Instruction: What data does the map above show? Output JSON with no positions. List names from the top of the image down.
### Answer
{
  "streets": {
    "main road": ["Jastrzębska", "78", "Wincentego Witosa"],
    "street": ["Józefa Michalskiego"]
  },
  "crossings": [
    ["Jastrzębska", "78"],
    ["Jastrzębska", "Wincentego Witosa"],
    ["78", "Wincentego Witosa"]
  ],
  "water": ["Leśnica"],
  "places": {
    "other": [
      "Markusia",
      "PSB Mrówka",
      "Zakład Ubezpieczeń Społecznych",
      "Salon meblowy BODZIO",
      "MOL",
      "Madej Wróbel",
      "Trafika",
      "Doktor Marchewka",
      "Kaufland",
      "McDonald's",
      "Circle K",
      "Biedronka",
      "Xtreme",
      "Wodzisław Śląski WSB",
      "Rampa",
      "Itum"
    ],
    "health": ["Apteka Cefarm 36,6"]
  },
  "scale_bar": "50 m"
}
# # # # #
_Task details_
Reprint the listing above. Keep every line exactly as it is.

_Exercise solution_
Instruction: What data does the map above show? Output JSON with no positions. List names from the top of the image down.
### Answer
{
  "streets": {
    "main road": ["Jastrzębska", "78", "Wincentego Witosa"],
    "street": ["Józefa Michalskiego"]
  },
  "crossings": [
    ["Jastrzębska", "78"],
    ["Jastrzębska", "Wincentego Witosa"],
    ["78", "Wincentego Witosa"]
  ],
  "water": ["Leśnica"],
  "places": {
    "other": [
      "Markusia",
      "PSB Mrówka",
      "Zakład Ubezpieczeń Społecznych",
      "Salon meblowy BODZIO",
      "MOL",
      "Madej Wróbel",
      "Trafika",
      "Doktor Marchewka",
      "Kaufland",
      "McDonald's",
      "Circle K",
      "Biedronka",
      "Xtreme",
      "Wodzisław Śląski WSB",
      "Rampa",
      "Itum"
    ],
    "health": ["Apteka Cefarm 36,6"]
  },
  "scale_bar": "50 m"
}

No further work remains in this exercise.